Palace of Worms – The Ladder (Broken Limbs)Thursday, 31st March 2016
Right into the gut of what presently constitutes of en vogue USBM goes Palace of Worms, the one-man project of Balan, whose real name is Nicholas Katich. The band’s first full-length since 2010 happens to be The Ladder, an album that according to Balan, is supposed to bring the listener “further up (or down) the ladder and at the top is the beginning and the end, the end and the beginning.” Such a statement is meant to encapsulate the variety of sounds, styles, and moods on hand, which indeed there are plenty. However, that doesn’t an interesting USBM album make.

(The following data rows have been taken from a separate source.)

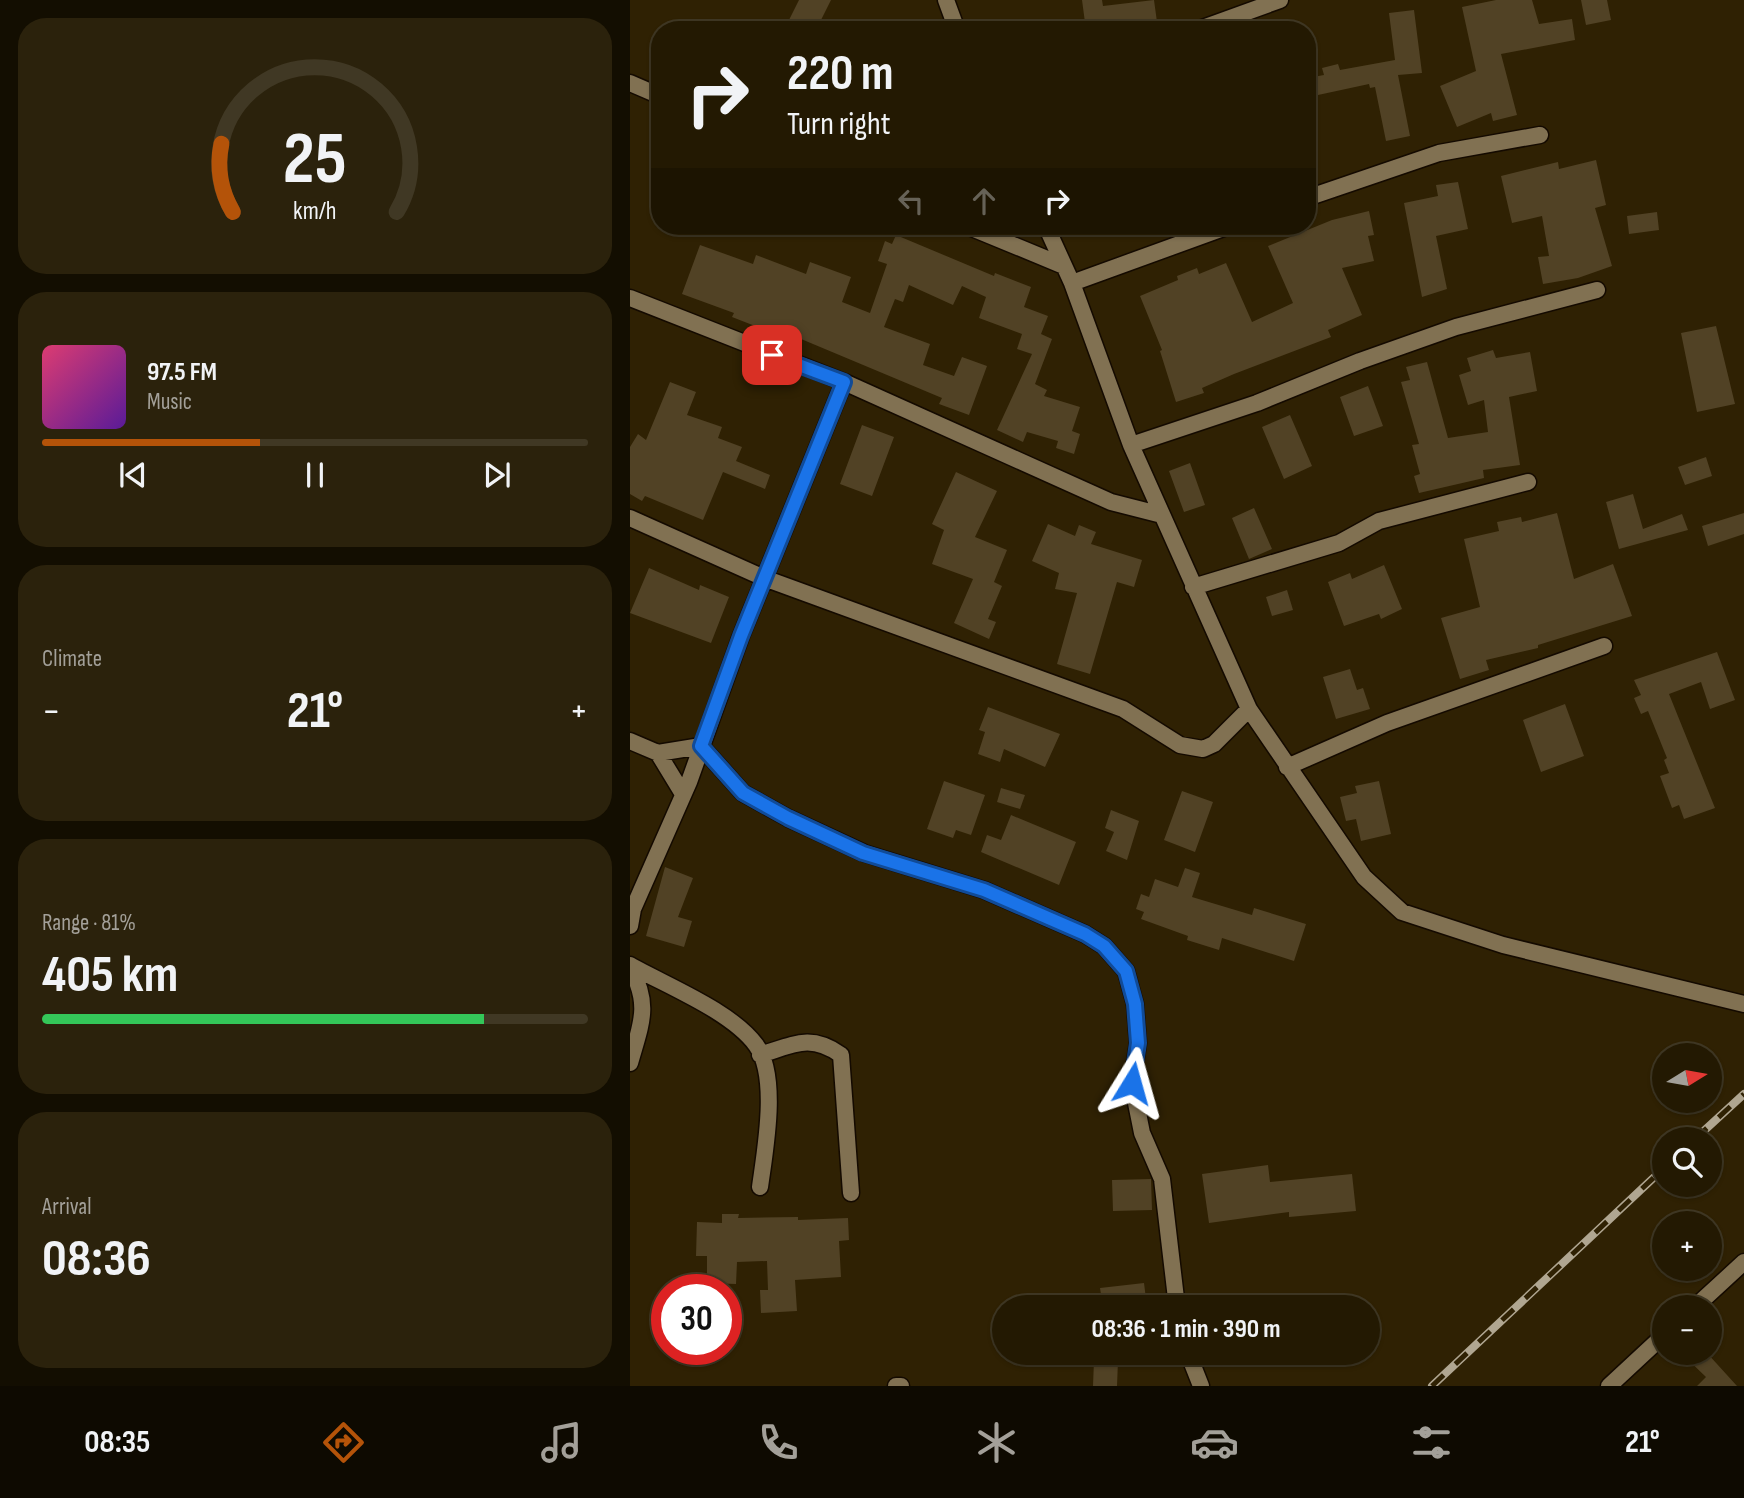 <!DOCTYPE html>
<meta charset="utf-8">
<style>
:root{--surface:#231902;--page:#2b220c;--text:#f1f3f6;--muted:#a3a099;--line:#403824;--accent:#b45309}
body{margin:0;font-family:"Sofia Sans Condensed",sans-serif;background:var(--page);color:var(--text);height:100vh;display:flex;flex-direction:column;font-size:26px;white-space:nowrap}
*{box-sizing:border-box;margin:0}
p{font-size:23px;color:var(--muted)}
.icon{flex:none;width:38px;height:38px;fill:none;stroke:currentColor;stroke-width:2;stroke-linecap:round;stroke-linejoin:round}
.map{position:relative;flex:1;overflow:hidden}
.side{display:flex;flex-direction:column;gap:18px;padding:18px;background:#130e01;width:630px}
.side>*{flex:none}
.top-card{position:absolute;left:21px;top:21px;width:665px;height:214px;border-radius:28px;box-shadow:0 2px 5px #0004,0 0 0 2px var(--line);background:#231902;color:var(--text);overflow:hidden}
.needle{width:46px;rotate:79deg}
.fabs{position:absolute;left:1022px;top:1043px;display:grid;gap:14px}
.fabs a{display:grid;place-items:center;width:70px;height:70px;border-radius:50%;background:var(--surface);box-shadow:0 2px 5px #0004,0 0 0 2px var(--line);font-size:35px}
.speed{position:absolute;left:21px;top:1274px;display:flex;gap:14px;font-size:35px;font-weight:700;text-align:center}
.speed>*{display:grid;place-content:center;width:91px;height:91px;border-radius:50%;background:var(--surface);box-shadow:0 2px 5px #0004,0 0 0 2px var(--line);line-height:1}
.speed .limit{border:10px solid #d22;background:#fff;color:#111}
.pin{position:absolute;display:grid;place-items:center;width:60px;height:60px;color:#fff;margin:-30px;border-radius:14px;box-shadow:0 4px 10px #0006}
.me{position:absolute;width:77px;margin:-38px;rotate:8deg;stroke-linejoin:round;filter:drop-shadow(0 0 5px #0008)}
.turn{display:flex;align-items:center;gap:24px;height:147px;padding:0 21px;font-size:32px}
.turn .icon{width:91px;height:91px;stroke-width:2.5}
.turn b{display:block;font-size:49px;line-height:60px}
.lanes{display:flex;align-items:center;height:66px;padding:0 21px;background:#0003;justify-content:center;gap:35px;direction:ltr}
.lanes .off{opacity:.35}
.big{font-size:52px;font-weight:700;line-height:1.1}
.side .card{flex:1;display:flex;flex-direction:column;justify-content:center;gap:10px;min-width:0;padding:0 24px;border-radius:28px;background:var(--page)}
.side .dial{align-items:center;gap:0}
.dial svg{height:182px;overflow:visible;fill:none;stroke:var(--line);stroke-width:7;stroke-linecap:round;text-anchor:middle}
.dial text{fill:var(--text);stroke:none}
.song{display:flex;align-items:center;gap:21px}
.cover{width:84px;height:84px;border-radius:10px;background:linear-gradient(135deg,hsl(340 70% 55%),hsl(270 70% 35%))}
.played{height:7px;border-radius:4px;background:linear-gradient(90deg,var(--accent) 40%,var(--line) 40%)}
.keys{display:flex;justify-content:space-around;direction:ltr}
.heat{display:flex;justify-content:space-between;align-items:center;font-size:38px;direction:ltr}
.charge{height:10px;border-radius:5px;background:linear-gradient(90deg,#34c759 81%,var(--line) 0)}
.trip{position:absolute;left:362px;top:1295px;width:388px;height:70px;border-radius:35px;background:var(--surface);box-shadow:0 2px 5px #0004,0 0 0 2px var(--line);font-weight:700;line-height:70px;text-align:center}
.menu{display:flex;height:112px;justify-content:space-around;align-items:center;background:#0e0a01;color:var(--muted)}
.menu .icon{width:49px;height:49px}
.menu .active{color:var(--accent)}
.menu b{font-size:32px;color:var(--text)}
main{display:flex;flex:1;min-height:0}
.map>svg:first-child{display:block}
.building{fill:#514225}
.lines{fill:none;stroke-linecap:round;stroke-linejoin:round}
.street-casing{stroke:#140a00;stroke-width:19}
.street{stroke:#817152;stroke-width:16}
.rail-casing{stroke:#b0a691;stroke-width:8}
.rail{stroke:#2f2103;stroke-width:5;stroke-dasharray:16;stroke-linecap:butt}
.route-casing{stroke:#114b97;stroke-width:18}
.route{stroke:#1a73e8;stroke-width:12}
</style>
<main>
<section class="side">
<div class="card dial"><svg viewBox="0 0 100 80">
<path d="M14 69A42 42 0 1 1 86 69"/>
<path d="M14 69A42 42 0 0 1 9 39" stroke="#b45309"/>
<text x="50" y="56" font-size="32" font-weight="700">25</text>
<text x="50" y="72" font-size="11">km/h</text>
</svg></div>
<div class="card">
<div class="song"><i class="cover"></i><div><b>97.5 FM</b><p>Music</p></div></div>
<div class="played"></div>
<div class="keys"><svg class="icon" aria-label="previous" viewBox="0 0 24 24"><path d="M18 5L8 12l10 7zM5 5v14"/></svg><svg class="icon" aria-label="pause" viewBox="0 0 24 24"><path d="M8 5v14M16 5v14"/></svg><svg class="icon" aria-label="next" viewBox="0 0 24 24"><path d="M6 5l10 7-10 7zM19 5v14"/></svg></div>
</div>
<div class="card"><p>Climate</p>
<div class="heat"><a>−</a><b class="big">21°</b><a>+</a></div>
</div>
<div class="card"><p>Range · 81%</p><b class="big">405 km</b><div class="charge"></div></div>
<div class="card"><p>Arrival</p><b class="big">08:36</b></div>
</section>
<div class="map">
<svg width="1114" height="1386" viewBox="0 0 1114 1386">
<rect width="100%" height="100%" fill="#2f2103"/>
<path class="building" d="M 169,0 L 201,0 L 186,30 L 164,30 L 156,26 Z
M 452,0 L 472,0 L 473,6 L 524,0 L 527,22 L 456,30 Z
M 866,0 L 902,0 L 909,24 L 942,19 L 945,40 L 871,54 L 887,115 L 863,121 L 861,113 L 827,127 L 810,86 L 846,71 L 832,7 Z
M 951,0 L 977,0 L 981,20 L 956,25 Z
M 784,10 L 792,73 L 768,75 L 780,136 L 756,141 L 745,87 L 740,88 L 739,84 L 688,95 L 683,77 L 694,75 L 692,68 L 708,64 L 710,70 L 765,60 L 759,13 Z
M 966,160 L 976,205 L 965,208 L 982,266 L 948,278 L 913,284 L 908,257 L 919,256 L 912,216 L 882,223 L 871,176 L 928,162 L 929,169 Z
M 828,182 L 838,229 L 806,236 L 817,289 L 792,297 L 774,203 L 808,196 L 806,185 Z
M 739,211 L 744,235 L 738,236 L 744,261 L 712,268 L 732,315 L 698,330 L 701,337 L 604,374 L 572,388 L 574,393 L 546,402 L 530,351 L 532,350 L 510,296 L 548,280 L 547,276 L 567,268 L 569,274 L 596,263 L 622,322 L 663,303 L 638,246 L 702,220 Z
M 1027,212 L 1029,230 L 999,234 L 997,216 Z
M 266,235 L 364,276 L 365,273 L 401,287 L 394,307 L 418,316 L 411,334 L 422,339 L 405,384 L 417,390 L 414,396 L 450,407 L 442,431 L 450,434 L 444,454 L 426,448 L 428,441 L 397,432 L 393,442 L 367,430 L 402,354 L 387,349 L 392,334 L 349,318 L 356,297 L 332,286 L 323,305 L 279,285 L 273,302 L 265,299 L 254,327 L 300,344 L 293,365 L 324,376 L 332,357 L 357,366 L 339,415 L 309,404 L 312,398 L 140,326 L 138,331 L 102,317 L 104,313 L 52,294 L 70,245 L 123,264 L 126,255 L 176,274 L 180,262 L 221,277 L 212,302 L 240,313 L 257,264 L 248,261 L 255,241 L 262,244 Z
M 1086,326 L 1105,404 L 1067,412 L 1051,333 Z
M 863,350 L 866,358 L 900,352 L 907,391 L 879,397 L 890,465 L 853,470 L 854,478 L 789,493 L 784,476 L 790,474 L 782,445 L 789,444 L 771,382 L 780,380 L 776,367 L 797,362 L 818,438 L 858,432 L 854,400 L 838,405 L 829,375 L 841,371 L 837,358 Z
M 40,382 L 66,392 L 57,415 L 92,427 L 88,438 L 112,447 L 106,461 L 140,475 L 135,489 L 93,472 L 73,520 L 15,496 L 12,501 L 0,494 L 0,447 L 8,434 L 16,440 Z
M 738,386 L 753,426 L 724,436 L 710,397 Z
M 660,415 L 682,466 L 654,479 L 632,427 Z
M 232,425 L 264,437 L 242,496 L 210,484 Z
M 1076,457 L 1082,476 L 1055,485 L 1048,467 Z
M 560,463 L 575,505 L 554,512 L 539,471 Z
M 326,472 L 367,491 L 345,537 L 377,550 L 364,582 L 372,586 L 358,619 L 366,622 L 359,639 L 324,623 L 343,579 L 302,564 L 314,530 L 302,524 Z
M 1003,494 L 1013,529 L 1052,514 L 1058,530 L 989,549 L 976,502 Z
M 624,508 L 642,549 L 619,559 L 602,518 Z
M 927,513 L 944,579 L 983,564 L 1002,616 L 908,645 L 908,648 L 856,660 L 859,670 L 830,679 L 811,618 L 850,607 L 834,539 L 869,531 L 867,522 L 891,517 L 892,522 Z
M 1114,513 L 1114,534 L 1078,546 L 1072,526 Z
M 418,524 L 445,536 L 449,525 L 466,532 L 461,544 L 512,560 L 504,587 L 487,582 L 460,674 L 427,664 L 447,593 L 425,589 L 429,573 L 402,561 Z
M 754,565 L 772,609 L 751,619 L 749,614 L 714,626 L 698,582 L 720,573 L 722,579 Z
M 19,568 L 69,590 L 70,585 L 99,597 L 81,643 L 0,613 Z
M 657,590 L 663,610 L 642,616 L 636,597 Z
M 1087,652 L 1105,700 L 1080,709 L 1071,682 L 1039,694 L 1085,808 L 1054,819 L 1049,805 L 1042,808 L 1030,776 L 1039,773 L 1034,760 L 1037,758 L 1018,711 L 1011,714 L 1004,698 L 1011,695 L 1004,680 Z
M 720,669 L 727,690 L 733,688 L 740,709 L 706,719 L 693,677 Z
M 935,704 L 954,756 L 911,772 L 893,720 Z
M 358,707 L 430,734 L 415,767 L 374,749 L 370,762 L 348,754 L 355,732 L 349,730 Z
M 314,781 L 355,795 L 341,835 L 326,830 L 323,838 L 297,829 Z
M 749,781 L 761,834 L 731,841 L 726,819 L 716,821 L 710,797 L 727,793 L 725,786 Z
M 371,788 L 395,795 L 390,809 L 367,802 Z
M 552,791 L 583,802 L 565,852 L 534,840 Z
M 481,810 L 509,821 L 497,860 L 476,851 L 484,832 L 475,828 Z
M 381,815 L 446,842 L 429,885 L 351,852 L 357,835 L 371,840 Z
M 35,867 L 63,878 L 48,917 L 62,921 L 54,947 L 16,936 Z
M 555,868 L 570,873 L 562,897 L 622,915 L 624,908 L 676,924 L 664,961 L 592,938 L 589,950 L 557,940 L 558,936 L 511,919 L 514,912 L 506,909 L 511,894 L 519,897 L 525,879 L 548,887 Z
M 638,1165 L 640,1182 L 722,1174 L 726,1211 L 659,1217 L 659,1212 L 579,1223 L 572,1174 Z
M 521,1179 L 522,1210 L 483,1211 L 482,1180 Z
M 92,1214 L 109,1214 L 108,1218 L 168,1217 L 168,1220 L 218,1218 L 219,1240 L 209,1241 L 211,1277 L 165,1280 L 167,1311 L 131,1313 L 130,1290 L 138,1290 L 137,1261 L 107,1262 L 106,1284 L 77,1283 L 77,1256 L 66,1256 L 67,1222 L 92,1223 Z
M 514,1283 L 517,1307 L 473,1307 L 470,1288 Z
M 1051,1353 L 1077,1353 L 1107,1386 L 1067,1386 L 1076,1377 Z
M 464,1360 L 488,1361 L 487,1386 L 463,1386 Z"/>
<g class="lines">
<g class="street-casing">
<path id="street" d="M 316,0 L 327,30
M 567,30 L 650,0
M 0,83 L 30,96
M 677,198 L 809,153 L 910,135
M 337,226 L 434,266
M 416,226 L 442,283 L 501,445 L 619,709 L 734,877 L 772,912 L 873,945 L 1114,1004
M 442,283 L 599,226
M 0,298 L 214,382 L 481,502 L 532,515
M 501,445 L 627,403 L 730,361 L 826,327 L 967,290
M 0,518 L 134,578 L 493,709 L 550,745 L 573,749 L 584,744 L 619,709
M 563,587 L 709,543 L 749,521 L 898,482
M 0,741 L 28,753 L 71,746 L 113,793 L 158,818 L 234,853 L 354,890 L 455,934 L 474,946 L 496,971 L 505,1004 L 508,1043 L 502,1083 L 512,1133 L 532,1179 L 547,1307
M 28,753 L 53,794
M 657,767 L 757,723 L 974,646
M 0,926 L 3,909 L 59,782 L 111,636 L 214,382
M 0,965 C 37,986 101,1011 126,1045 C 149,1076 135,1150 130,1187
M 0,967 C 21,1005 11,1024 0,1063
M 130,1055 C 163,1045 180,1033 211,1055 L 221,1193
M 1065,1307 L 1114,1262
M 558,1353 L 571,1386
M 266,1386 L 271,1386
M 979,1386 L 1034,1335"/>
</g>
<use href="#street" class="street"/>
<g class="rail-casing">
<path id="rail" d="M 1065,1139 L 1114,1094
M 802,1386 L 1034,1168"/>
</g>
<use href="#rail" class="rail"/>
</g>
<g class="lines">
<g class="route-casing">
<path id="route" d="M 142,355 L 214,382 L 111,636 L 71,746 L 113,793 L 158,818 L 233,853 L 354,890 L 455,934 L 474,946 L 496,971 L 505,1004 L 508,1043 L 502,1083"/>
</g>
<use href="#route" class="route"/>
</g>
</svg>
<div class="fabs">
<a><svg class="needle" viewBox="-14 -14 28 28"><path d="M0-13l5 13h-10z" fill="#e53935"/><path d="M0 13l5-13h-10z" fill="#a3a099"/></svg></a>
<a><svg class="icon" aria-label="search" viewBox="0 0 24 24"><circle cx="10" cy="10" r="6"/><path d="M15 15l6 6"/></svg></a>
<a>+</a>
<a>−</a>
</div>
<div class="speed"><div class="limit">30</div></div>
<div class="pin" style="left:142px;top:355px;background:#d93025"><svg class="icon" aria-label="arrive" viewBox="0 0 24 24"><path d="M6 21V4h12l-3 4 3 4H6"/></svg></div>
<svg class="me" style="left:502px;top:1083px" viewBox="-20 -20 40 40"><path d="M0-17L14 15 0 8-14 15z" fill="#1a73e8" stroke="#fff" stroke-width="4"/></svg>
<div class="trip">08:36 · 1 min · 390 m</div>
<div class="top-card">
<div class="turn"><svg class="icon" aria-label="right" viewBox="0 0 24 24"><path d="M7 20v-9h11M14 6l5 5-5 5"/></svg><div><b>220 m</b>Turn right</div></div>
<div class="lanes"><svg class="icon off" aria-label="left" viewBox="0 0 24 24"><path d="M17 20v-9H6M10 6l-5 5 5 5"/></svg><svg class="icon off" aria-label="ahead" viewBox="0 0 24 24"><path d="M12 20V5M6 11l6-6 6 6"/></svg><svg class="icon" aria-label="right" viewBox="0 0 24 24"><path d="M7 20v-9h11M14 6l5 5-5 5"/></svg></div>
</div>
</div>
</main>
<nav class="menu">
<b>08:35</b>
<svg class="icon active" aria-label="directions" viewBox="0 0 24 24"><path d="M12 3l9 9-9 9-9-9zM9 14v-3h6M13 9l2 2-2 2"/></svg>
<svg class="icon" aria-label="music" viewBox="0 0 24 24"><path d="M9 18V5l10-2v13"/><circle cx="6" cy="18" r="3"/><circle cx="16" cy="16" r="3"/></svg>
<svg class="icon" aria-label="phone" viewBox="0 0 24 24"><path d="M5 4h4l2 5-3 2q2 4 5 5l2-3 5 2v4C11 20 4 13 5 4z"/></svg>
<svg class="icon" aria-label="climate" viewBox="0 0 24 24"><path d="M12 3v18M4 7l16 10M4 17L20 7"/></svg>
<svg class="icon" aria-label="car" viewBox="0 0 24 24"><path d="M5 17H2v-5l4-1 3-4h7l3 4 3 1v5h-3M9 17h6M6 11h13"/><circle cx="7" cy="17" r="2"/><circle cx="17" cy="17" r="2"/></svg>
<svg class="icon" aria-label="filters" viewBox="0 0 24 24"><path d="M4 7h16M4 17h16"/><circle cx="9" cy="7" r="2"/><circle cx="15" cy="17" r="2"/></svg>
<b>21°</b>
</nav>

It’s tough to separate Palace of Worms from the rest of their contemporaries based on the production standards employed on The Ladder, not to mention the generalized riff approach of Mr. Balan. Outside of “Wreathe,” the album’s dedicated (and rather striking) departure track where he employs some moaning clean vocals (which are quite good), the bulk of The Ladder straddles the tough line between firebrand, primal black metal, and the tenants of sludge and doom. Naturally, they get all wrapped up in one another, and Balan manages to weave them effortlessly, but the noted lack of dynamics and sprawl found on cuts like “From the Ash” or “Strange Constellations” makes for a tough go.
The attempts to get out of the conventional BM/sludge realm do force matters through, like on “Ephemeral Blues,” which bounces around like Vattnet Viskar. Then again, you’re left wondering why Palace of Worms don’t venture down that path the entire way through The Ladder, an album partially undone by its lack of identity.